I went to the funeral of someone very dear to me last Friday. Carrie was the nurse that trained me all those years ago and I keep thinking about the times that we shared, her heart and the goodness that went straight to her bones.
Carrie was the kind of person that we would all hope to be. I can't think of one single person that could say anything bad about her. She was everything that I strive to be but never quite hit the mark.
And I loved her. I still do. Her send-off didn't seem grand enough for such a grand lady.
I was blessed to know her, blessed by all of our talks, the times she shared her heart with me, and sometimes even her pain as she would ask me to pray with her about different circumstances.
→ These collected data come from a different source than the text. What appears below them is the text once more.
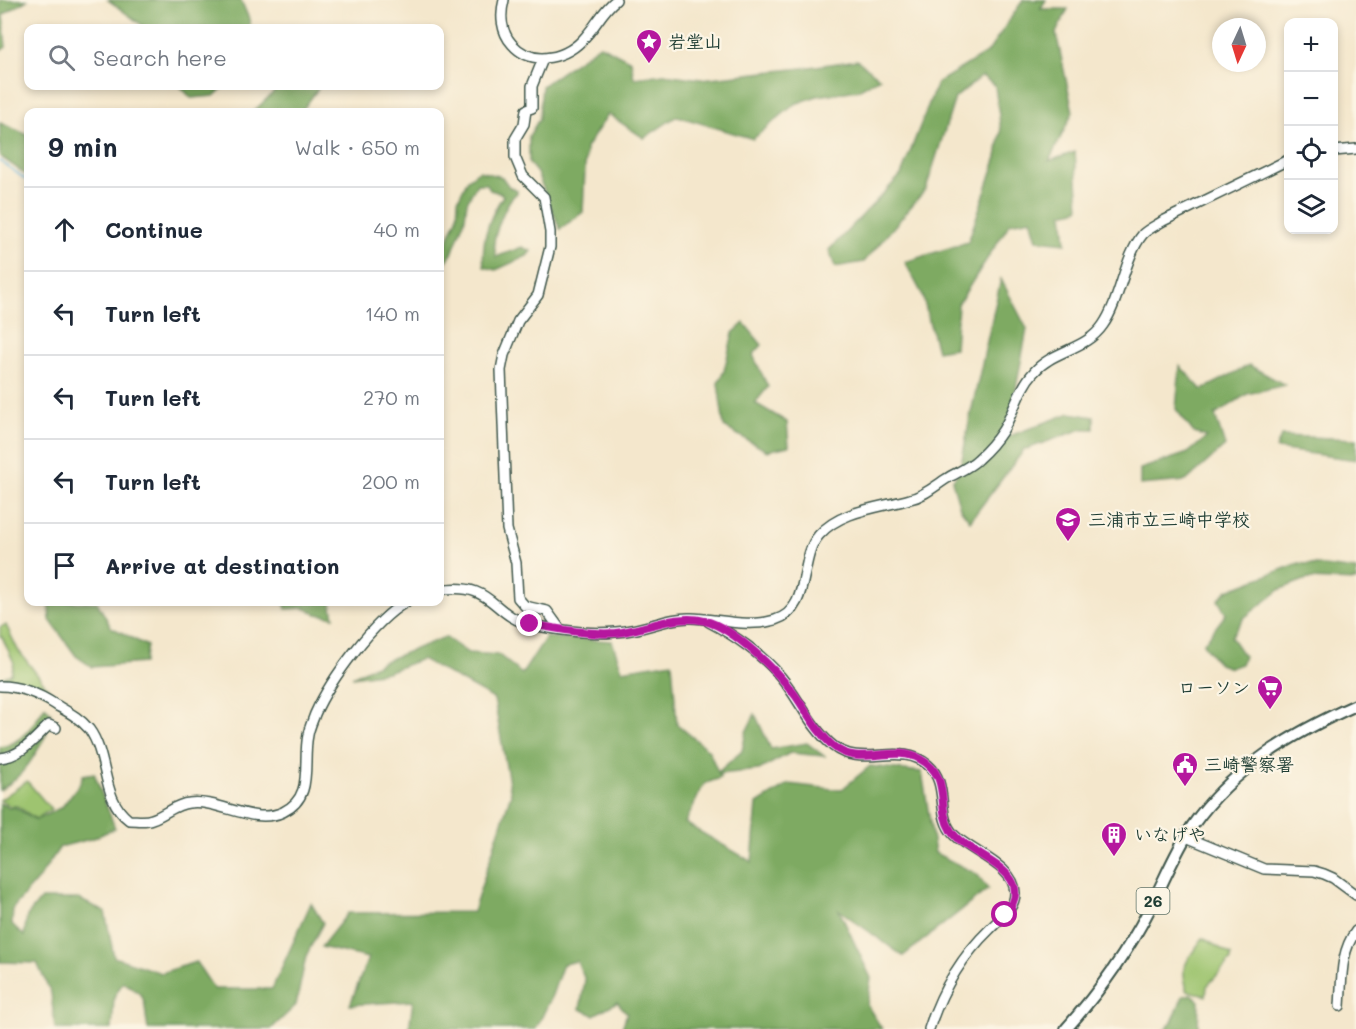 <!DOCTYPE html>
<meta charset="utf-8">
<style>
:root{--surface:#fff;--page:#f2f2f3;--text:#1f2937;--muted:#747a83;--line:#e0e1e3}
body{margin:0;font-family:Mali,"Klee One",sans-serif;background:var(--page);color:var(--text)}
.controls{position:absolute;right:18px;top:18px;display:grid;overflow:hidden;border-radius:12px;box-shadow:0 3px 9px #0003}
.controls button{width:54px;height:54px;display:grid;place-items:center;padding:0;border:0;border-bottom:2px solid var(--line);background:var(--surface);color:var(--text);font:30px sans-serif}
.compass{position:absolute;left:1212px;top:18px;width:54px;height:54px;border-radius:50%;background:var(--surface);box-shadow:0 3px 9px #0003;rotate:184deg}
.stop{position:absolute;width:18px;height:18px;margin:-14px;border:4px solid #b5179e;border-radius:50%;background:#fff}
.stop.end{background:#b5179e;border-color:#fff;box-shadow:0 2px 6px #0008}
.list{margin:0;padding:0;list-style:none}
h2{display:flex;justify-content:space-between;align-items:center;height:78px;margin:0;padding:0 24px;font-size:26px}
h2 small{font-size:20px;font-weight:400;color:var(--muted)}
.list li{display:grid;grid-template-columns:39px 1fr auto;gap:18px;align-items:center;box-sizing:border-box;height:84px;padding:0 24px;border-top:2px solid var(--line)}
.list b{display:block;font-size:22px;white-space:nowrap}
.list em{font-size:20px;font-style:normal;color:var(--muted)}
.icon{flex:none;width:33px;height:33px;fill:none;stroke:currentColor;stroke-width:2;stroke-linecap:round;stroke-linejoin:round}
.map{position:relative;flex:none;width:1356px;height:1029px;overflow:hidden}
.search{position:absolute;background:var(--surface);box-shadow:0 3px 9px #0003;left:24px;top:24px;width:420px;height:66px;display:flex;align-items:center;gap:15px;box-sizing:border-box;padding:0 21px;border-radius:12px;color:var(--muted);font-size:22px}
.panel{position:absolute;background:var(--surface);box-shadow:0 3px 9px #0003;left:24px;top:108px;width:420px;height:498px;border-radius:12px}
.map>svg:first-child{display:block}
</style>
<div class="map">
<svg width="1356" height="1029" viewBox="0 0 1356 1029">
<rect width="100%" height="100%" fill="#fcf5e5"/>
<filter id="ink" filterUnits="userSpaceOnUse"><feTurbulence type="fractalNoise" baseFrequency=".0167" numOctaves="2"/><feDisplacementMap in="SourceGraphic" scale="12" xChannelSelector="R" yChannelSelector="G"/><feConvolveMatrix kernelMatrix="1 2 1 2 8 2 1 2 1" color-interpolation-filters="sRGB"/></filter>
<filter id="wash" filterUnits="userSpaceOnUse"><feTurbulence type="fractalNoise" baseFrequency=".008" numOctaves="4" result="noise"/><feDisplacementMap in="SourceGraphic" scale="24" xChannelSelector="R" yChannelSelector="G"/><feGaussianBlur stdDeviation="1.35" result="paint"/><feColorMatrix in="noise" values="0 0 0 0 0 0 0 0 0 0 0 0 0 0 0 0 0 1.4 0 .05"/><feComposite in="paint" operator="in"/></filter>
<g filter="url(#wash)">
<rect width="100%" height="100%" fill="#f4e7cc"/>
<g fill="#9ec46f" stroke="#5e8052" stroke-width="1.5">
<polygon points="6,625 18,650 54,696 22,684 0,682 0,679 11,674 14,663 2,637 0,636 0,627"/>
<polygon points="27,781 51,809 36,819 17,806 10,806 0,800"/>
<path d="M 1203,938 L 1231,955 L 1231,960 L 1207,986 L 1206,996 L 1186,990 C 1187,984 1184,981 1184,975 C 1182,963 1197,947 1203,938 Z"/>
</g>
<g fill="#7eaa62" stroke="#4e744b" stroke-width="1.5">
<polygon points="0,0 27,0 3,15 6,47 0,51"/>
<polygon points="108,0 241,0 249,19 250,28 146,28"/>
<polygon points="1023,0 1046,0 1040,9 1068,9 1056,33 1073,112 1049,161 1075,152 1079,209 1063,213 1066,243 1037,240 1031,219 1010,223 958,304 955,348 937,351 922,294 905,262 968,242 997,157 1001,131 995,86 982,76 955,98 926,189 864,262 835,267 829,250 901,175 937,83 988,52"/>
<polygon points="600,45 631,61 634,78 664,74 701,79 803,68 857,60 880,78 858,90 817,96 795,104 753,139 677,116 644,138 608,114 586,148 583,212 560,229 537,173 529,163 529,136 539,119 542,86"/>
<polygon points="180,86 225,86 214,96 191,98"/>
<polygon points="280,86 320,86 301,112 253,112"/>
<polygon points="0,123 28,135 28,176 0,156"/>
<path d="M 479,171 L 502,177 L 509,187 L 517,190 L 517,193 C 507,199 498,225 495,237 C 493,243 495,250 496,257 L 522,247 L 531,251 L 527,256 L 496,270 L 484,267 C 481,241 489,217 503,196 L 501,193 L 490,190 L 487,184 L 477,184 L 467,202 L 465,218 L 452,254 L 440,269 L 440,258 L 457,218 L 458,200 L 468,179 Z"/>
<polygon points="1001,279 1027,329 1007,437 1070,413 1094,417 1094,429 1082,429 1024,450 970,521 960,508 952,481 960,470 970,417"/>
<polygon points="744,323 762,345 753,355 768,387 755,403 787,422 789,446 767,451 724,427 718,383 724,371 733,333"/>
<polygon points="1249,365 1285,385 1247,394 1215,415 1225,446 1186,481 1140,485 1140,469 1188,453 1207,437 1194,433 1176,409 1180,366 1202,390"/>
<polygon points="1281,436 1356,439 1356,460 1276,449"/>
<polygon points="1299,563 1356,570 1356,581 1307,579 1281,589 1244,618 1231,637 1244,656 1241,664 1230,668 1219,664 1203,644 1226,614 1218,600 1228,590"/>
<polygon points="49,602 97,602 111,627 147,646 144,663 92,667 76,656 50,620"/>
<polygon points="284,602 331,602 334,617 317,614 304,608 286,609"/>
<polygon points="445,637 468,653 499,655 522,674 546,637 612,641 622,670 672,662 677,724 709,751 718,772 742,751 746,732 755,714 771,749 807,743 824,756 790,753 759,770 719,774 720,778 704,784 685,823 752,862 757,804 789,784 841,790 870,766 922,772 935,853 977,874 988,889 903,956 839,910 871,978 867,1005 882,1029 620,1029 622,1028 627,1013 617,1002 594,1015 580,1009 585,980 577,961 563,964 551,998 536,1029 409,1029 413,1001 350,1005 368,958 321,947 348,913 473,912 511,794 494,699 422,659 387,672 352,677 382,662"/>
<path d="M 45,706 L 51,713 L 48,721 L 23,747 L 0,756 L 0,747 C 21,745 35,723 45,706 Z"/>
<path d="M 47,733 C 35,756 24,776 0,790 L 0,764 L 14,761 Z"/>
<path d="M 94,773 L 115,828 L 94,838 L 60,847 L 39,878 L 13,908 L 12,924 L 24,936 L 27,916 L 41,899 L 79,899 L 105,912 L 114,957 L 161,973 L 196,962 L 214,989 L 272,989 L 311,903 L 323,923 L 306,956 L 296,1005 L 271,1029 L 148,1029 C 142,1001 152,999 123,982 L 114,997 L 112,1029 L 55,1029 L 51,993 L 37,963 L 0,962 L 0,803 L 9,808 L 15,807 L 36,820 L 62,807 L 80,783 L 83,775 Z"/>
<polygon points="1191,994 1199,1001 1198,1029 1165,1029 1172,1022 1183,996"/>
</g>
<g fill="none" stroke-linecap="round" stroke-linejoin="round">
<polyline stroke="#61b3dc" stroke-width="2" points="0,161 28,181"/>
</g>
</g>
<g filter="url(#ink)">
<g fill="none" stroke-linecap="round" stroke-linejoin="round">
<defs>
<g id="tertiary">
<path d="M 504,0 C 500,15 501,32 512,44 C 533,68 568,58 586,36 C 597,24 603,10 616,0"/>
<polyline points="543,59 532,86 532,108 526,110 524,124 515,139 515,157 523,176 544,197 550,232 550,247 538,295 518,321 504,355 501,370 507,529 516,563 518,598 525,606 547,611 560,629"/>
<polyline points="1334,151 1356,149"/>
<path d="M 440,590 C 494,581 491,616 532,625 C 564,631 599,636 631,630 C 651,627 671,617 691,618 C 718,619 749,628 775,620 C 812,609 798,559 819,535 C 841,510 880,508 910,499 C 924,496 935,486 946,479 C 957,472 969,468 978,459 C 988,450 996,441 1003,430 C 1014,412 1019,388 1034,372 C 1053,350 1086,350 1103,325 C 1121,299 1124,257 1143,234 C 1148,229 1157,225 1163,221 L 1288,160"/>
<path d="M 709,622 C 734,635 763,655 781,677 C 799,699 811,728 833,746 C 861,769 901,741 928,765 C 950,784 935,816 954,835 C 971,852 1015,866 1015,893 C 1015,909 1000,918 990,929 C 962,956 941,992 929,1029"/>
<path d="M 0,686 C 20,686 39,694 56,705 C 68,712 80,718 89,729 C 109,756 101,799 129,820 C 137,820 145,822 152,819 C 165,815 175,804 189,803 C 220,799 253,826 283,812 C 315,797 302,763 308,735 C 309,728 313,720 315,714 C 330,680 374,620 406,602"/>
<path d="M 0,758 C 22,756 34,739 49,725 L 56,728"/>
<polyline points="1186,837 1264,869 1314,871 1324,874 1333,878 1356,895"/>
<path d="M 1340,1006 C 1342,980 1340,952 1356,931"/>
</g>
<path id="primary" d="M 1066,1029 C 1098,993 1127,953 1149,910 C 1164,881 1175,852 1193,825 C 1233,768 1293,733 1356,705"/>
</defs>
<use href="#tertiary" stroke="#3f564b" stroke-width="12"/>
<use href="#primary" stroke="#3f564b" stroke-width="14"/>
<use href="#tertiary" stroke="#fff" stroke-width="9"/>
<use href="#primary" stroke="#fff" stroke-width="10"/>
</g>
</g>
<g fill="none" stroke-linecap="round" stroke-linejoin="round" filter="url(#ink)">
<path stroke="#b5179e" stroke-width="8" d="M 530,624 C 558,629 588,635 616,633 C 644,630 677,613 705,621 C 734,628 777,671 795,695 C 807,712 817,732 833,746 C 858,768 893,744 920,759 C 953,777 935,806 951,831 C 968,858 1042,871 1005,915"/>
</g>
<defs>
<symbol id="sight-pin" viewBox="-11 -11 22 30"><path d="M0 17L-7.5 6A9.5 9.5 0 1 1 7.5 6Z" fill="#b5179e" stroke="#fcf5e5"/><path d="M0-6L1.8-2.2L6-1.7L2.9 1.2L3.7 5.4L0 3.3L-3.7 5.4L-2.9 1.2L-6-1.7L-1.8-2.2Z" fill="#fff"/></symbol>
<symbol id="school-pin" viewBox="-11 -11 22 30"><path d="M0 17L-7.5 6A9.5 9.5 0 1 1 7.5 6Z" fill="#b5179e" stroke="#fcf5e5"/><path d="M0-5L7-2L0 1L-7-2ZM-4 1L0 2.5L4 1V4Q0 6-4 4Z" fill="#fff"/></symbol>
<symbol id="supermarket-pin" viewBox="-11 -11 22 30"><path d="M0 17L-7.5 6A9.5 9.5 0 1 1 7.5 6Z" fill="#b5179e" stroke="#fcf5e5"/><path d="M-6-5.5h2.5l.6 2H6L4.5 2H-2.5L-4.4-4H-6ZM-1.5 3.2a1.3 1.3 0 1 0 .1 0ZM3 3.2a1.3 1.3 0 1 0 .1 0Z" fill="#fff"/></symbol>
<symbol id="civic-pin" viewBox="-11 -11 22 30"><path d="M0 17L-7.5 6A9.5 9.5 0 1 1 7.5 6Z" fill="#b5179e" stroke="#fcf5e5"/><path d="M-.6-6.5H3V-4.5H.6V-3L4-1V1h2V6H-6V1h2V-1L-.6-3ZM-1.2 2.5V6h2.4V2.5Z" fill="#fff"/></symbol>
<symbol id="building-pin" viewBox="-11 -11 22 30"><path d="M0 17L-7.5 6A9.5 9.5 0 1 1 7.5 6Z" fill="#b5179e" stroke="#fcf5e5"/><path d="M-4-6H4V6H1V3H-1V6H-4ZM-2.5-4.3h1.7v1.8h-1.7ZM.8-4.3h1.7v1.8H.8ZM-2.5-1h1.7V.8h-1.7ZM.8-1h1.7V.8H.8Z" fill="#fff"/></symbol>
</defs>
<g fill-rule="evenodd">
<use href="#sight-pin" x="634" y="27" width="30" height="40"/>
<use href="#school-pin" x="1053" y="505" width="30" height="40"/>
<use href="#supermarket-pin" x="1255" y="673" width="30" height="40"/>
<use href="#civic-pin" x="1170" y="750" width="30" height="40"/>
<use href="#building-pin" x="1099" y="820" width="30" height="40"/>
</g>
<g text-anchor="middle" stroke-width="4.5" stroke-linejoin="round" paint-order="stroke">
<rect fill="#fcf5e5" stroke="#617469" stroke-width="1.5" x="1136.5" y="888" width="33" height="26" rx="4.5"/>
<g font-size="16" font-weight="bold" fill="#1f3d34">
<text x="1153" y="907">26</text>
</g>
<g font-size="18" font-weight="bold" fill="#1f3d34" stroke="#fcf5e5" text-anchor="start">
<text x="668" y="48">岩堂山</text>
<text x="1088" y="526">三浦市立三崎中学校</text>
<text x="1250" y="694" text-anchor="end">ローソン</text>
<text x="1204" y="771">三崎警察署</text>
<text x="1134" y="841">いなげや</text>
</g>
</g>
</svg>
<div class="controls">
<button>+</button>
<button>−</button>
<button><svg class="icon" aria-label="locate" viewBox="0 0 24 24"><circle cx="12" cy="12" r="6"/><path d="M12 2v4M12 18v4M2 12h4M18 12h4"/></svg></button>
<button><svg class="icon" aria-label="layers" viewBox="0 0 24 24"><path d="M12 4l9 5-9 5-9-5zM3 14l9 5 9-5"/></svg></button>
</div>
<svg class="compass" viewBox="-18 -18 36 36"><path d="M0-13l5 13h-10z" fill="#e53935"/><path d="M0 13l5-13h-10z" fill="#747a83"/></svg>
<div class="stop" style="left:1005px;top:915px"></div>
<div class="stop end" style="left:530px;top:624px"></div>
<div class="search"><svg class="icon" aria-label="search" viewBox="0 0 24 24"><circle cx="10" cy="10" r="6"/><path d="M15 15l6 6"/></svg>Search here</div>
<section class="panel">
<h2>9 min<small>Walk · 650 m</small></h2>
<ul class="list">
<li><svg class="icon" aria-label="ahead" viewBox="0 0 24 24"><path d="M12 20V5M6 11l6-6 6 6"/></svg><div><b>Continue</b></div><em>40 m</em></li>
<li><svg class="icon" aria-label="left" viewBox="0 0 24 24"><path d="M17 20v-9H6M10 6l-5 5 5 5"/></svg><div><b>Turn left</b></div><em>140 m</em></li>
<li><svg class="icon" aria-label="left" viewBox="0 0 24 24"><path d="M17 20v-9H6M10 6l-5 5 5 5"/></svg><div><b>Turn left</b></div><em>270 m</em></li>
<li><svg class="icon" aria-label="left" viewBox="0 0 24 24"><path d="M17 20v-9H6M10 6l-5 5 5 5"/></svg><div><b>Turn left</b></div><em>200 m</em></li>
<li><svg class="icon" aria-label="arrive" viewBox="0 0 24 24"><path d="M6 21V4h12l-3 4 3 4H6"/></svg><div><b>Arrive at destination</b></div></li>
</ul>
</section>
</div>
I went to Labor and Delivery one day after Dad had his heart surgery. At that time we didn't think he was going to have to stay on dialysis and we were rejoicing because his labs were good. I stopped to share the news with Carrie.
As usual, it didn't take long before we were both crying. She told me finally that she was so glad I had come to tell her because she thought it was from the Lord to encourage her. You see, there was something going on with her kidneys and she was scared.
Thank you, Carrie, for all the things you added to my life. For trusting me, for the little presents I would find on my doorstep from you, for the trips to Helen, for the love that was genuine and felt. Saying goodbye is not easy, so I will just say I hope to see you soon.